*** Opening of Extracted information ***

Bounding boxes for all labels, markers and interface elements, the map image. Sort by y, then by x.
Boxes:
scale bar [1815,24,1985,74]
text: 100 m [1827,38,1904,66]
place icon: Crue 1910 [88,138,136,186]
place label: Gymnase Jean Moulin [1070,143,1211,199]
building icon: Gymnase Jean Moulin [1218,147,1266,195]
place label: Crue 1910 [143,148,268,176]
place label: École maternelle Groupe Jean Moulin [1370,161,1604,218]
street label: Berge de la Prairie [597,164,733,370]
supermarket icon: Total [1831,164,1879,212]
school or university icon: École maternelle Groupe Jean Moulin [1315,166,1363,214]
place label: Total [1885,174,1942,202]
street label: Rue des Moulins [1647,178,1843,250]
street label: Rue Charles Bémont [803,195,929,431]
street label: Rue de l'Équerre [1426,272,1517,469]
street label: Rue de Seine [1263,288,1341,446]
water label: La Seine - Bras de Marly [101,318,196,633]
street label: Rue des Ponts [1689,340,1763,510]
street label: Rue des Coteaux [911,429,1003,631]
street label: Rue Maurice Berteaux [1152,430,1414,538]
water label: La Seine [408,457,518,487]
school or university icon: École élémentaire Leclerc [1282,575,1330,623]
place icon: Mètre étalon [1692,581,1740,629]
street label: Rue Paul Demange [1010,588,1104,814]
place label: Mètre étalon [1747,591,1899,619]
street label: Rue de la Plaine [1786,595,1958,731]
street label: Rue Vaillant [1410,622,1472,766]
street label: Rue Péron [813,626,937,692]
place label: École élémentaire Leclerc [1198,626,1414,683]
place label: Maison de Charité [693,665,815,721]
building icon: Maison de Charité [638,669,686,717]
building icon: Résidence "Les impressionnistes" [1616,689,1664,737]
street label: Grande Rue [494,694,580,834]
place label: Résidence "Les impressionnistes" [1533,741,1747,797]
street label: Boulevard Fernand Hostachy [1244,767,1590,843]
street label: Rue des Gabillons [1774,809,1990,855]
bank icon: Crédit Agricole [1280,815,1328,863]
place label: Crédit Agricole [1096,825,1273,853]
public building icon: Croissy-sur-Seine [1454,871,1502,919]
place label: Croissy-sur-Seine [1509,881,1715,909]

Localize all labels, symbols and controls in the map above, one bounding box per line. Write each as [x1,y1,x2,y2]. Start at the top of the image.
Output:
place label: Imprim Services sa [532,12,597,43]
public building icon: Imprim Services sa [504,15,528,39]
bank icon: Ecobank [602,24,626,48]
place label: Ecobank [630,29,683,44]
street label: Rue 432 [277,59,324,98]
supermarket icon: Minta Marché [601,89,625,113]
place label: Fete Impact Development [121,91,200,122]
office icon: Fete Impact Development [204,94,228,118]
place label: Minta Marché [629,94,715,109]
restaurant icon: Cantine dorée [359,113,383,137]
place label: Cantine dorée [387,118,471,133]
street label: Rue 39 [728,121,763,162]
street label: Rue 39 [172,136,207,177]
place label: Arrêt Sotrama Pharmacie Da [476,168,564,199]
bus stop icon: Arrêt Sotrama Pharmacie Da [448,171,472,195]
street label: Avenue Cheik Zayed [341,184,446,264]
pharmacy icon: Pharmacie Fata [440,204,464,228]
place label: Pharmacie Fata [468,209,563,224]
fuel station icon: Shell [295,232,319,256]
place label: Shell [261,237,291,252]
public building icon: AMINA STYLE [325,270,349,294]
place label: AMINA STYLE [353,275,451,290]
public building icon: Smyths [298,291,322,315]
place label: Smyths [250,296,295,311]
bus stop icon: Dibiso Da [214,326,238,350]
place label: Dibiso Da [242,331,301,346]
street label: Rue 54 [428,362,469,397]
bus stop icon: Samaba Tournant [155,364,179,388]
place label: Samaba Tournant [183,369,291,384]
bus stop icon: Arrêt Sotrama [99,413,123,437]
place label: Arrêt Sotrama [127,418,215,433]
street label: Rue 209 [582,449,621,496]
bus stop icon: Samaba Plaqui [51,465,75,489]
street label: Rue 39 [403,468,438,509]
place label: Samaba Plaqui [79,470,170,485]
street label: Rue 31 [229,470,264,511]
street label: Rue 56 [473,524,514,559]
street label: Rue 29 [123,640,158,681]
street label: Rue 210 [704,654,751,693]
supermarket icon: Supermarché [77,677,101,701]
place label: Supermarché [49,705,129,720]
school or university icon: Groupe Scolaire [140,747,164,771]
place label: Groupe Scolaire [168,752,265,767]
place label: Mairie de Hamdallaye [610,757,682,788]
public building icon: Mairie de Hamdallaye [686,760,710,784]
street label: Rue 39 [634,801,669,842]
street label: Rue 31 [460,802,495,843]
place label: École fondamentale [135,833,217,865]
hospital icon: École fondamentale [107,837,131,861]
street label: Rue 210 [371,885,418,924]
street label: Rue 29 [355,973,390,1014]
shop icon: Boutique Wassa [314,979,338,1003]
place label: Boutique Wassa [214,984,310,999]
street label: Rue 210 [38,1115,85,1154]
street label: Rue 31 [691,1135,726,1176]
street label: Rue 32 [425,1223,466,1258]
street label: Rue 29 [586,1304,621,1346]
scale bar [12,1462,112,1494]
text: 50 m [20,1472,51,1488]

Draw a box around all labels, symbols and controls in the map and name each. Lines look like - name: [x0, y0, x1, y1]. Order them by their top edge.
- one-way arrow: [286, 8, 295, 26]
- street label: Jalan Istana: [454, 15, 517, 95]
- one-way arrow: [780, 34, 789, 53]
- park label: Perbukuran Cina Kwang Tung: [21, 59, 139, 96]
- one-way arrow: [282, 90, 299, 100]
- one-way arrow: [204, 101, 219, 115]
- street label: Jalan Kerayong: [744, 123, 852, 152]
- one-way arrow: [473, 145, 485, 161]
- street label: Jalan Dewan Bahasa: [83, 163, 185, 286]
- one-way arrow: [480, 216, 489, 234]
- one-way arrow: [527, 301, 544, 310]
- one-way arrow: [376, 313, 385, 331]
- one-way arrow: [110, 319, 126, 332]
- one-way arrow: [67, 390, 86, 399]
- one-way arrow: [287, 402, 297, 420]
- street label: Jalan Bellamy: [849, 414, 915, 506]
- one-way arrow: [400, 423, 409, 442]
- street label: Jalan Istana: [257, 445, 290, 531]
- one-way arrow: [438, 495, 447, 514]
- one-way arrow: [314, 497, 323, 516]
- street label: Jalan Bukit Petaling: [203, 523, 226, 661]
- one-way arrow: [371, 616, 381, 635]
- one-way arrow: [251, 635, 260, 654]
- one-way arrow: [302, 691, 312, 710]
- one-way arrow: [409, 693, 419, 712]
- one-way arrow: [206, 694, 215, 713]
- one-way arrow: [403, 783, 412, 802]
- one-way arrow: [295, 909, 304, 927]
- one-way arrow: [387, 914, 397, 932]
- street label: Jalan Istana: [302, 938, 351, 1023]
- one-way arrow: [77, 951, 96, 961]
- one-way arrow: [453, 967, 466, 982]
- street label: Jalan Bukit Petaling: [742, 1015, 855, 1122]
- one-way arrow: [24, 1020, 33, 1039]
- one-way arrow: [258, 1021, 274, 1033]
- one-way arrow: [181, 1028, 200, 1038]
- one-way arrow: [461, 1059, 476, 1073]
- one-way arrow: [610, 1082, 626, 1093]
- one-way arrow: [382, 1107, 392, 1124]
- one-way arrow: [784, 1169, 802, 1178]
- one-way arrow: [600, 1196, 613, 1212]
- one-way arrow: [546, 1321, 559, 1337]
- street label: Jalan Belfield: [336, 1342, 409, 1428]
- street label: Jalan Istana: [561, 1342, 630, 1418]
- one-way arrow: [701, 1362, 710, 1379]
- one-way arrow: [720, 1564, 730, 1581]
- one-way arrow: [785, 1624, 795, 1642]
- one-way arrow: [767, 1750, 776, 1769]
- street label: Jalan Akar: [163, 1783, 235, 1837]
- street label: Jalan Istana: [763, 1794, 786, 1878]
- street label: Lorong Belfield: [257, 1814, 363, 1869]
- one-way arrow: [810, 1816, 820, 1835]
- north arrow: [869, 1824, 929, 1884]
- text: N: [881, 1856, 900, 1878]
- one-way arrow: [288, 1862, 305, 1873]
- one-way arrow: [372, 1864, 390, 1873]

*** Close of Extracted information ***

Task instructions
Tally the lines of the data that hold the string "impressionnistes". Answer with the number and nothing more.

Solution for this problem
2